BlogtechnicalAn Introduction to ZIO Kafka

An Introduction to ZIO Kafka

A short introduction to writing Kafka stream processing applications with the ZIO Kafka library.

19 April 2020# scala# functional programming# kafka# stream processing

ZIO Kafka is a lean and expressive library for interacting with Kafka through a ZIO Streams-based interface.

At Ziverge, we're big fans of Apache Kafka for creating a messaging fabric between microservices. From replicating data using changelog topics, to distributing work to multiple consumers, Kafka is a robust and scalable data store for processing loads of data.

In this post, we'd like to introduce you to ZIO Kafka - a lean library that provides an elegant interface to the Kafka APIs based on ZIO and ZIO Streams. After a quick introduction, we'll show how you can easily create a consumer process that reads records from Kafka, chunks them up and writes them to files.

We're going to use some imports throughout this file, so for brevity's sake, we'll list them here:

import zio._, zio.stream._, zio.duration._
import blocking.Blocking, clock.Clock
import zio.kafka.consumer._, zio.kafka.producer._, zio.kafka.serde._

import org.apache.kafka.clients.consumer.{ KafkaConsumer, ConsumerRecords, ConsumerRecord }

Why ZIO Kafka?

Interfacing applications with Kafka using the standard consumer and producer libraries is not an easy task, particularly if we're looking for asynchronous, non-blocking processing that integrates well with ZIO. Consuming Kafka topics is an effectively infinite computation; at any point in time, more data could be written to those topics. Therefore, long-running applications that consume these topics must be structured as infinite loops.

For example, assuming we've constructed a Kafka consumer, here's how the consumption loop would look like:

val consumer: KafkaConsumer[String, String] = ???

def processRecords(records: ConsumerRecords[String, String]): Task[Unit] = ???

val consumerFiber: ZIO[Blocking, Nothing, Fiber[Throwable, Nothing]] =
  (for {
    data <- blocking.effectBlocking(consumer.poll(50.millis.asJava))
    _    <- processRecords(data)
    _    <- blocking.effectBlocking(consumer.commitSync())
  } yield ()).forever.fork

While great as an initial approach, there are two major downsides to here. First, all of the processing steps are done synchronously. We will not commit our offsets before processing the current batch of records is done, and we will not fetch additional records before we're done committing the offsets. There's a strict happens-before relation between each of the steps here, and complete lack of pipelining. That means that if processRecords is slow, we will see delays in polling the consumer.
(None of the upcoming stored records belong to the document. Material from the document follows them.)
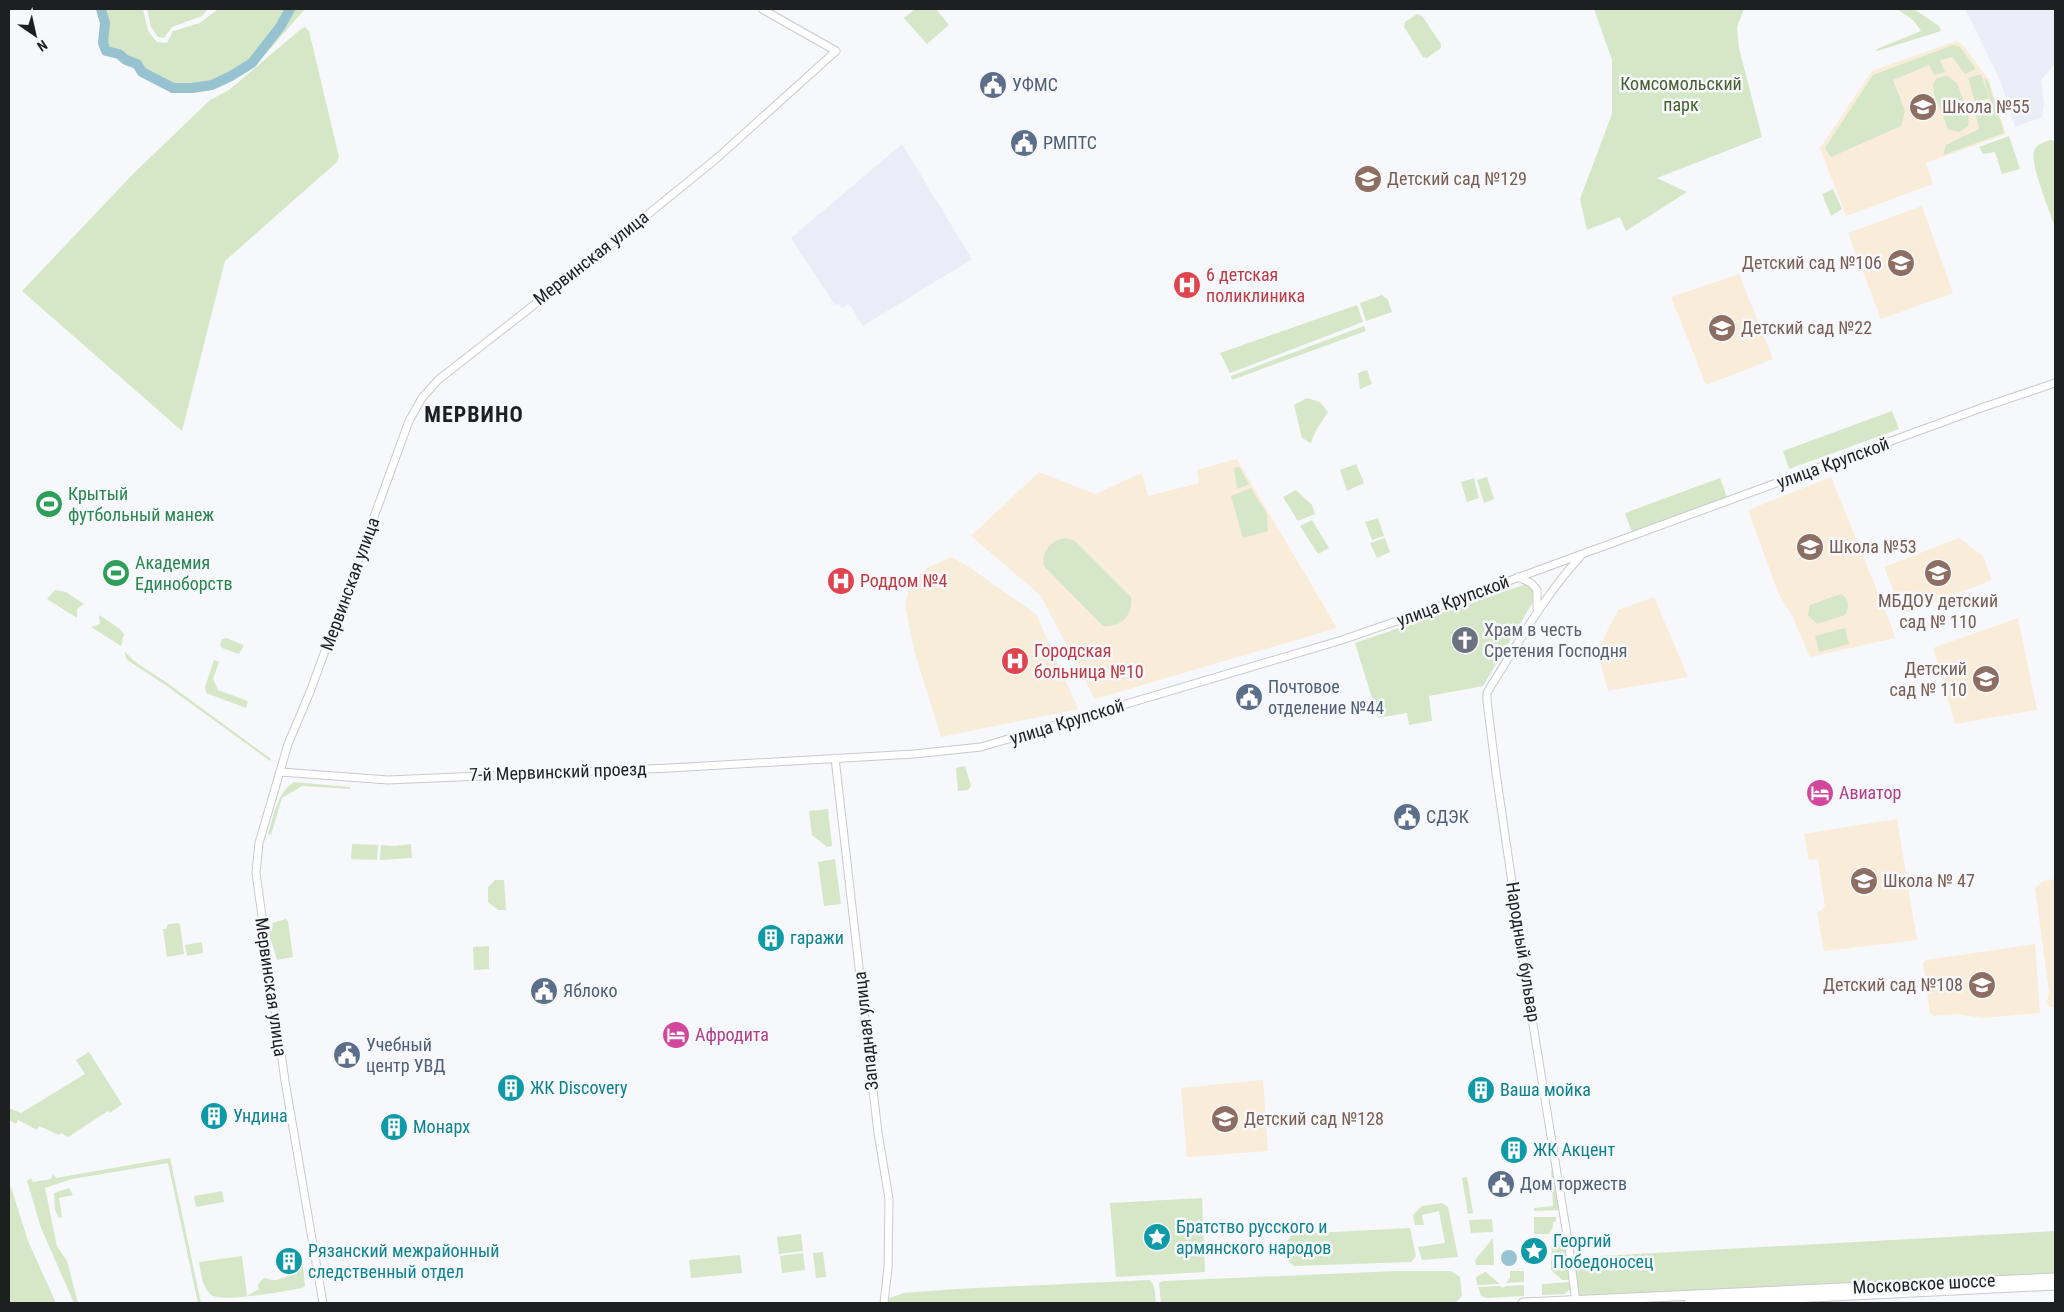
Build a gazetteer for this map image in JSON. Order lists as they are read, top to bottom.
{
  "streets": {
    "main road": ["Московское шоссе"],
    "street": [
      "Мервинская улица",
      "улица Крупской",
      "7-й Мервинский проезд",
      "Народный бульвар",
      "Западная улица"
    ]
  },
  "crossings": [
    ["Мервинская улица", "7-й Мервинский проезд"],
    ["улица Крупской", "7-й Мервинский проезд"],
    ["улица Крупской", "Народный бульвар"],
    ["улица Крупской", "Западная улица"],
    ["7-й Мервинский проезд", "Западная улица"],
    ["Народный бульвар", "Московское шоссе"]
  ],
  "districts": ["МЕРВИНО"],
  "parks": ["Комсомольский парк"],
  "places": {
    "public building": [
      "УФМС",
      "РМПТС",
      "Почтовое отделение №44",
      "СДЭК",
      "Яблоко",
      "Учебный центр УВД",
      "Дом торжеств"
    ],
    "school or university": [
      "Школа №55",
      "Детский сад №129",
      "Детский сад №106",
      "Детский сад №22",
      "Школа №53",
      "МБДОУ детский сад № 110",
      "Детский сад № 110",
      "Школа № 47",
      "Детский сад №108",
      "Детский сад №128"
    ],
    "hospital": ["6 детская поликлиника", "Роддом №4", "Городская больница №10"],
    "sports": ["Крытый футбольный манеж", "Академия Единоборств"],
    "church": ["Храм в честь Сретения Господня"],
    "hotel": ["Авиатор", "Афродита"],
    "building": [
      "гаражи",
      "ЖК Discovery",
      "Ваша мойка",
      "Ундина",
      "Монарх",
      "ЖК Акцент",
      "Рязанский межрайонный следственный отдел"
    ],
    "place": ["Братство русского и армянского народов", "Георгий Победоносец"]
  },
  "north": "bottom right"
}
Second, the infinite loop structure scales pretty badly for control flow that requires handling more than one batch of data - for example, aggregating batches of records up to a timeout, and once the timeout expires, only then performing the processing and committing. We can try to apply that to the above snippet to see how painful it is.

Let's factor out the poll and commit steps:

def runConsumerLoop(
  consumer: KafkaConsumer[String, String],
  f: ConsumerRecords[String, String] => Task[Unit]) =
  for {
    data <- blocking.effectBlocking(consumer.poll(50.millis.asJava))
    _    <- f(data)
    _    <- blocking.effectBlocking(consumer.commitSync())
  } yield ()

val consumer: KafkaConsumer[String, String] = ???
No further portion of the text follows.